1908 begann der Bau einer Synagoge in der Freiherr-vom-Stein-Straße. Die Pläne zu dem Jugendstilbau mit assyrisch-ägyptischen Anklängen stammten von dem Architekten Franz Roeckle, einem späteren NSDAP-Mitglied.[1] Der eigentliche Synagogenbau an der Altkönigstraße mit seiner repräsentativen Kuppel wurde am 28. September 1910 eingeweiht. Sie war die vierte große Synagoge in Frankfurt und die erste außerhalb der historischen Stadtmauern. Anders als bei den orthodoxen Synagogen, bei denen Frauen nur zur Empore Zutritt hatten, war der Innenraum für Männer und Frauen gleichermaßen zugänglich. Die Sitzreihen waren jedoch nach Geschlechtern getrennt, wobei den Männern die rechte und den Frauen die linke Hälfte der Synagoge vorbehalten war. Im Innenraum und auf der Empore hatten insgesamt 1600 Besucher Platz. Damit war die Westendsynagoge nach der streng orthodoxen Synagoge an der Friedberger Anlage die zweitgrößte Synagoge Frankfurts.

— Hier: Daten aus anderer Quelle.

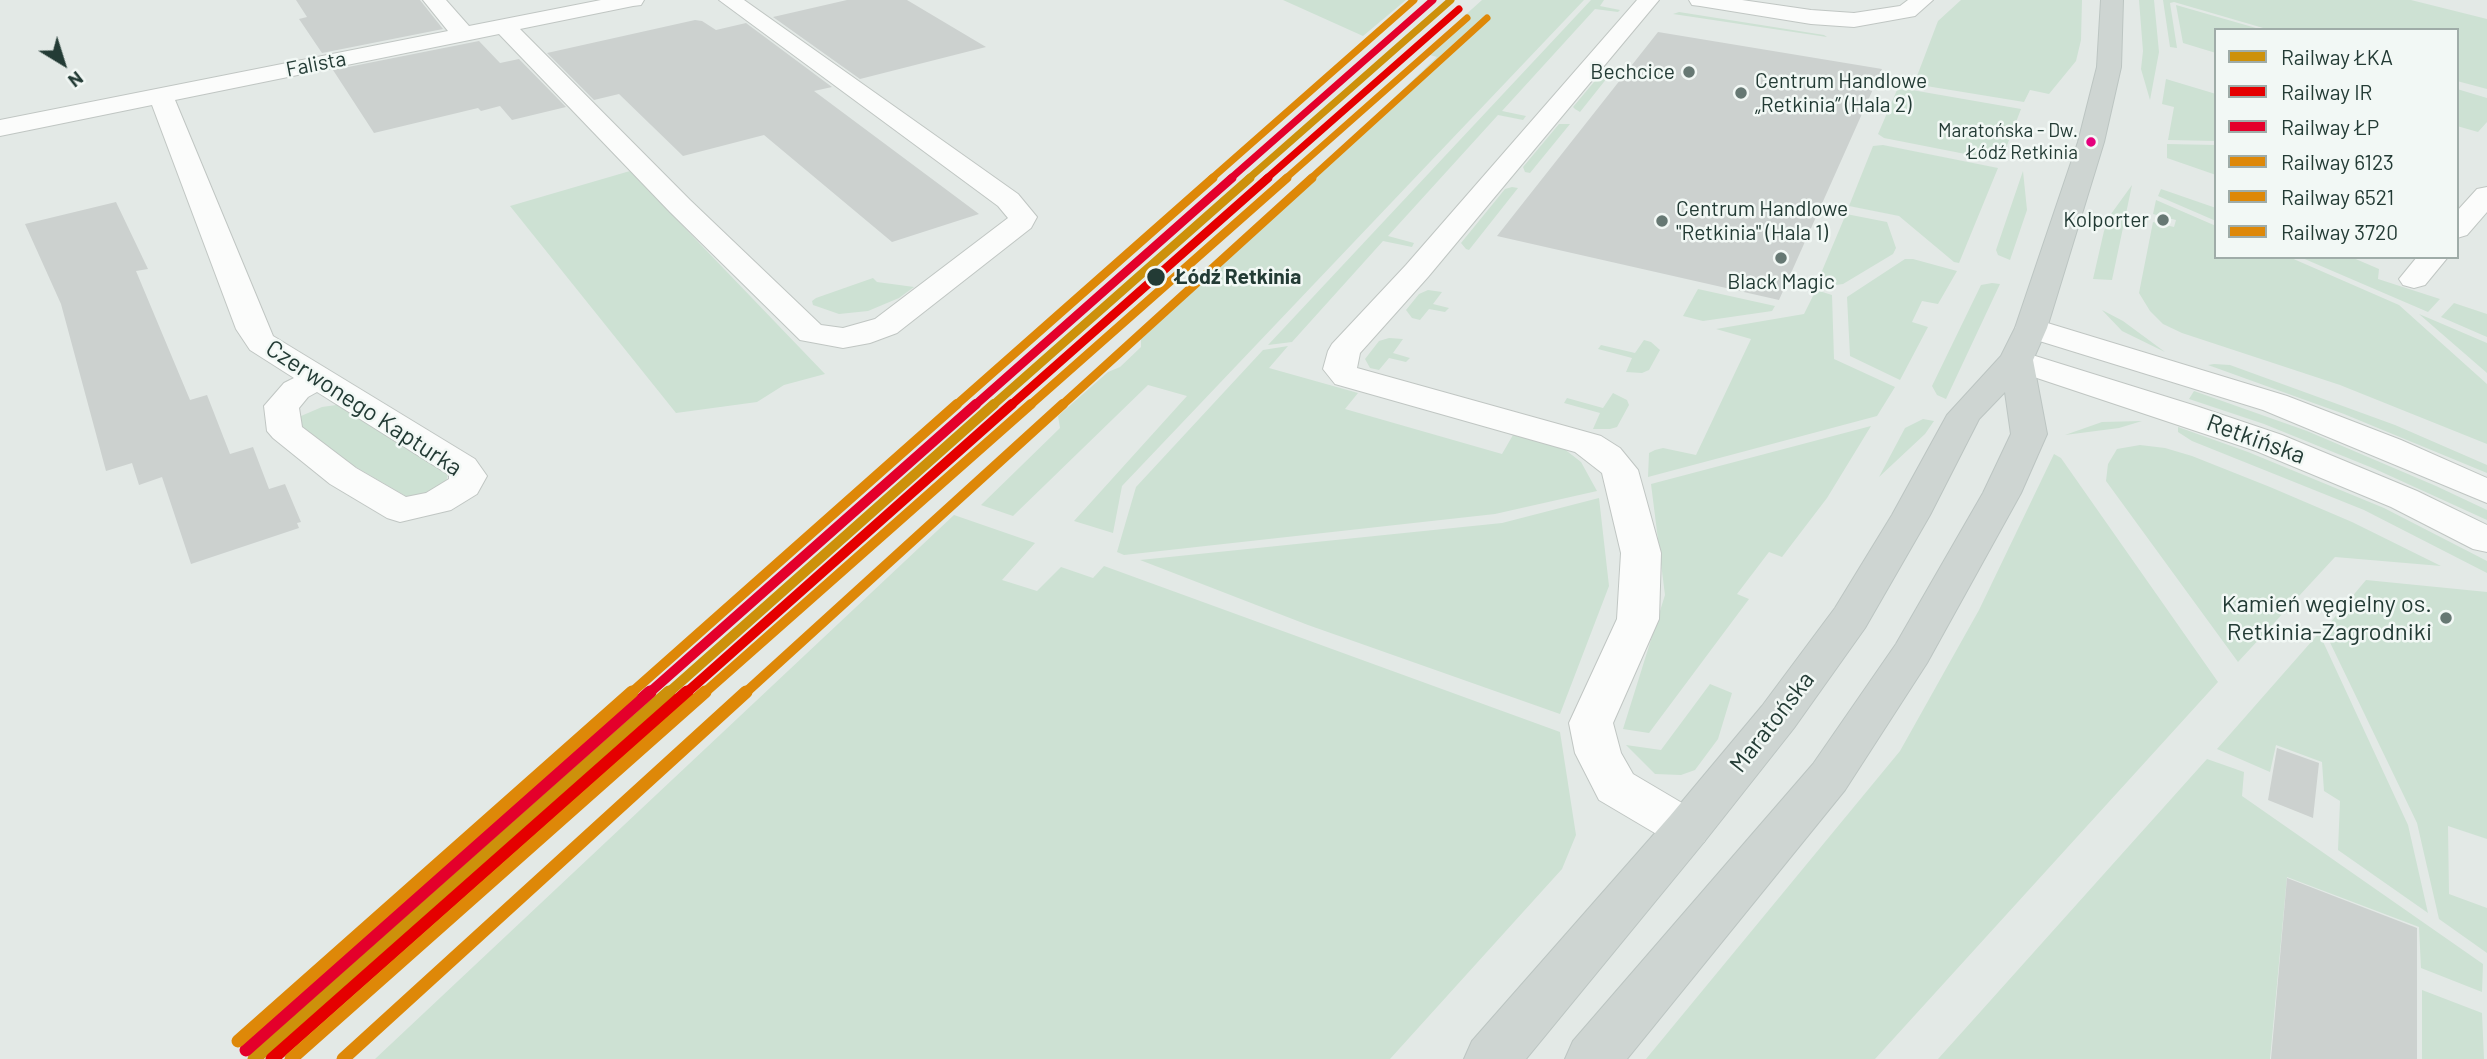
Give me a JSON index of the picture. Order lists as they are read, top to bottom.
{
  "streets": {
    "main road": ["Maratońska"],
    "street": ["Falista", "Czerwonego Kapturka", "Retkińska"]
  },
  "crossings": [
    ["Falista", "Czerwonego Kapturka"],
    ["Retkińska", "Maratońska"]
  ],
  "places": [
    "Bechcice",
    "Centrum Handlowe „Retkinia” (Hala 2)",
    "Maratońska - Dw. Łódź Retkinia",
    "Kolporter",
    "Centrum Handlowe \"Retkinia\" (Hala 1)",
    "Black Magic",
    "Łódź Retkinia",
    "Kamień węgielny os. Retkinia-Zagrodniki"
  ],
  "lines": [
    "rail line ŁKA",
    "rail line ŁP",
    "rail line 6521",
    "rail line IR",
    "rail line 6123",
    "rail line 3720"
  ],
  "legend": [
    "Railway ŁKA",
    "Railway IR",
    "Railway ŁP",
    "Railway 6123",
    "Railway 6521",
    "Railway 3720"
  ],
  "north": "bottom right"
}
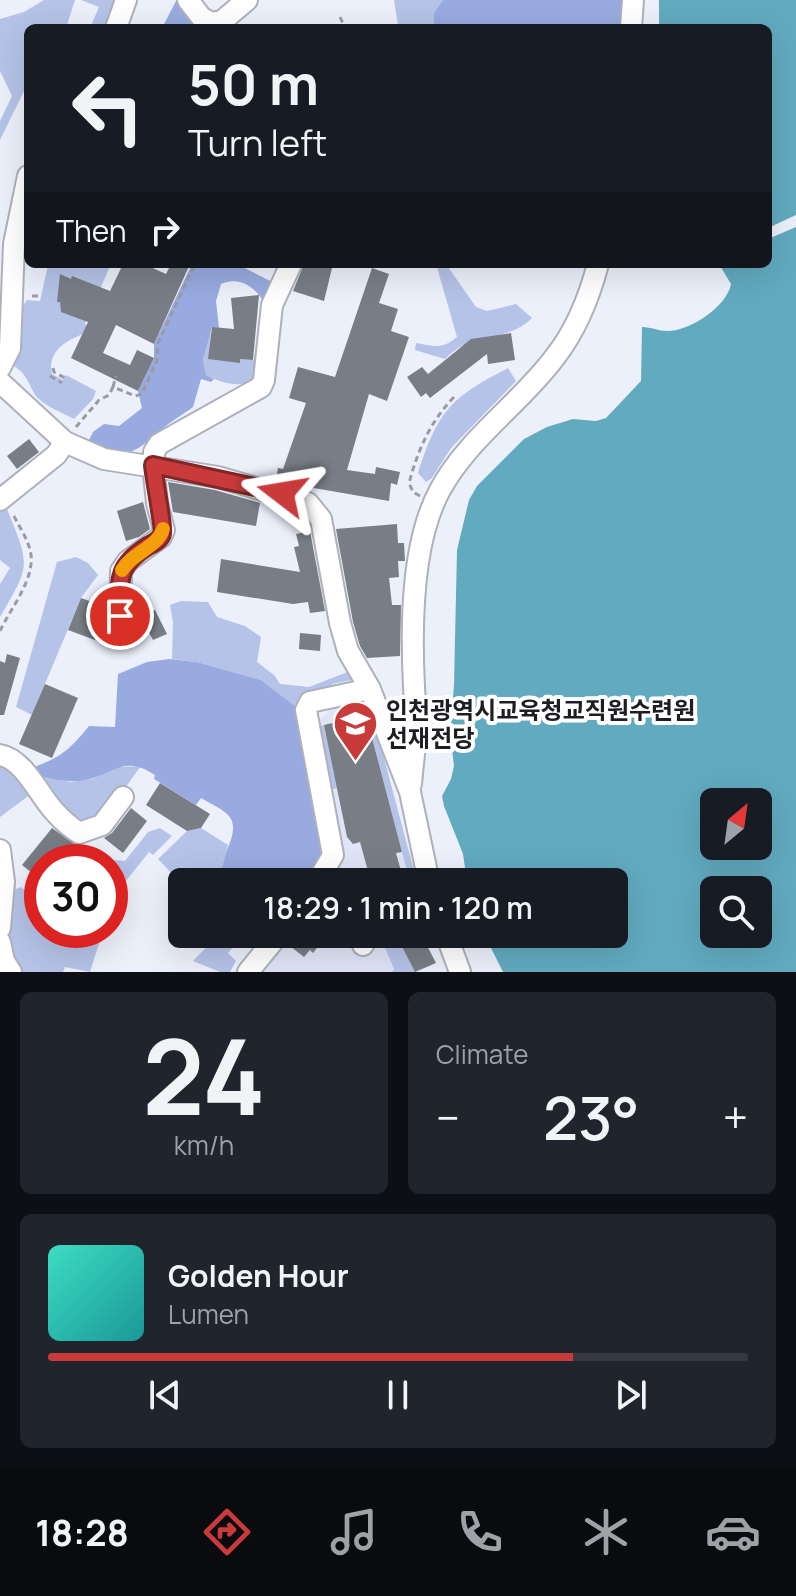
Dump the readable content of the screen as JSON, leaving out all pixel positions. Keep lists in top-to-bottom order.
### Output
{
  "places": {
    "school or university": ["인천광역시교육청교직원수련원 선재전당"]
  },
  "north": "top right",
  "page": {
    "turn": ["50 m", "Turn left"],
    "then": "Then",
    "limit": "30",
    "trip": "18:29 · 1 min · 120 m",
    "tile": [
      ["24", "km/h"],
      "Climate"
    ],
    "heat": ["−", "23°", "+"],
    "song": ["Golden Hour", "Lumen"],
    "tabs": "18:28"
  }
}
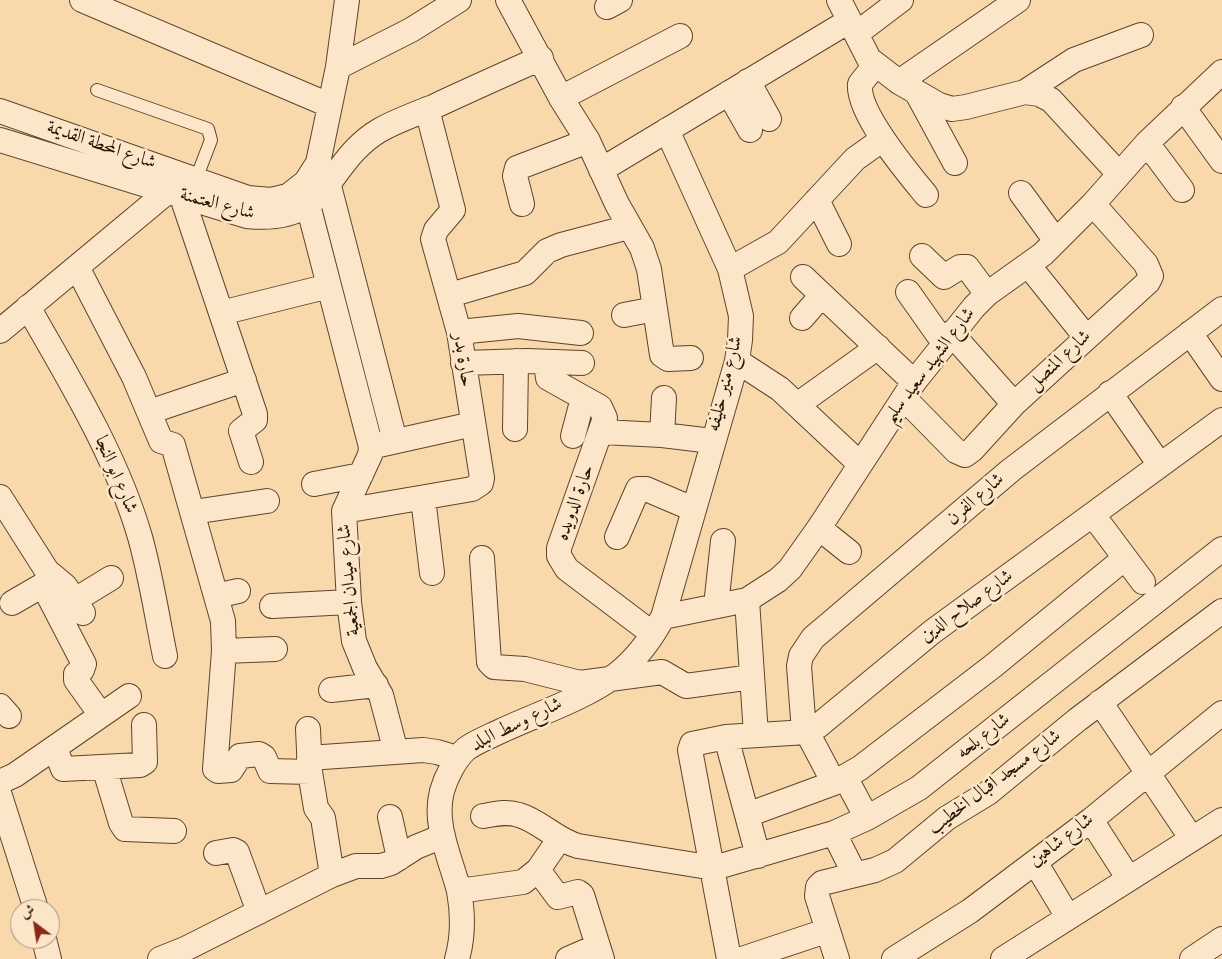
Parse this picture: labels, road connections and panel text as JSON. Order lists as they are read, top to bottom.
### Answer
{
  "streets": {
    "street": [
      "شارع المحطة القديمة",
      "شارع العتمنة",
      "حارة بدر",
      "شارع المنصل",
      "شارع الشهيد سعيد سليم",
      "شارع منير خليفه",
      "شارع ابو النجا",
      "شارع الفرن",
      "حارة الدويده",
      "شارع ميدان الجمعية",
      "شارع صلاح الدين",
      "شارع وسط البلد",
      "شارع بلحه",
      "شارع مسجد اقبال الخطيب",
      "شارع شاهين"
    ]
  },
  "crossings": [
    ["شارع المحطة القديمة", "شارع العتمنة"],
    ["حارة بدر", "شارع ميدان الجمعية"],
    ["شارع المنصل", "شارع الشهيد سعيد سليم"],
    ["شارع الشهيد سعيد سليم", "شارع منير خليفه"],
    ["شارع الشهيد سعيد سليم", "حارة الدويده"],
    ["شارع الشهيد سعيد سليم", "شارع وسط البلد"],
    ["شارع منير خليفه", "حارة الدويده"],
    ["شارع منير خليفه", "شارع وسط البلد"],
    ["شارع الفرن", "شارع صلاح الدين"],
    ["حارة الدويده", "شارع وسط البلد"]
  ],
  "north": "top left"
}
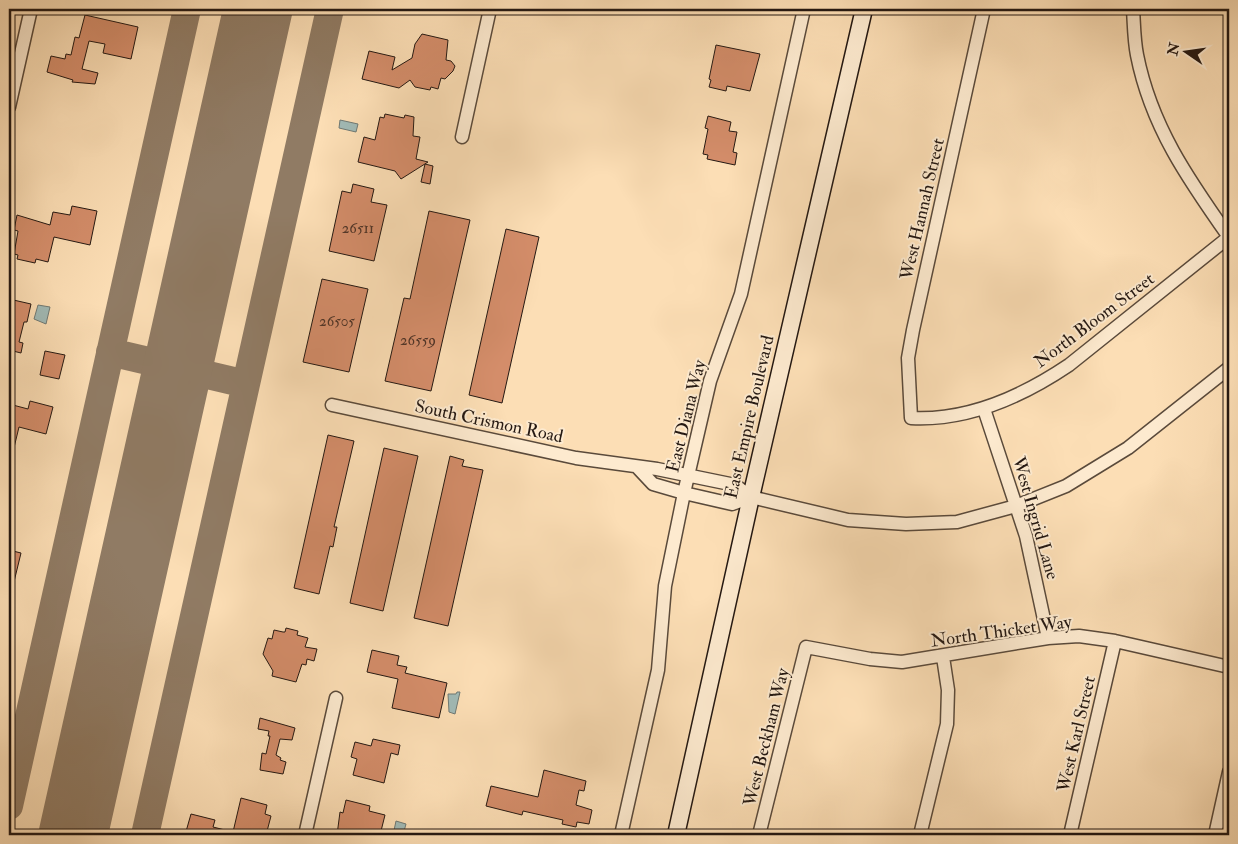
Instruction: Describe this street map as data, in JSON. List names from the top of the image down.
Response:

Im rechten Winkel zur Synagoge lag entlang der Freiherr-vom-Stein-Straße eine einstöckige Vorhalle, die einen kleinen Innenhof umschloss. Im Gebäudeflügel an der Ecke Freiherr-vom-Stein-Straße / Friedrichstraße befanden sich Neben- und Verwaltungsräume, eine kleine Wochentagssynagoge, Versammlungssäle sowie die Wohnungen für Hausmeister und Rabbiner.
Bereits 1909 erhielt die Westend-Synagoge eine Orgel, erbaut von der Orgelbaufirma E.F. Walcker aus Ludwigsburg. Das Instrument hatte 46 Register auf drei Manualwerken und Pedal. Die Spiel- und Registertrakturen waren elektrisch. 1938 wurde das Instrument zerstört.[2]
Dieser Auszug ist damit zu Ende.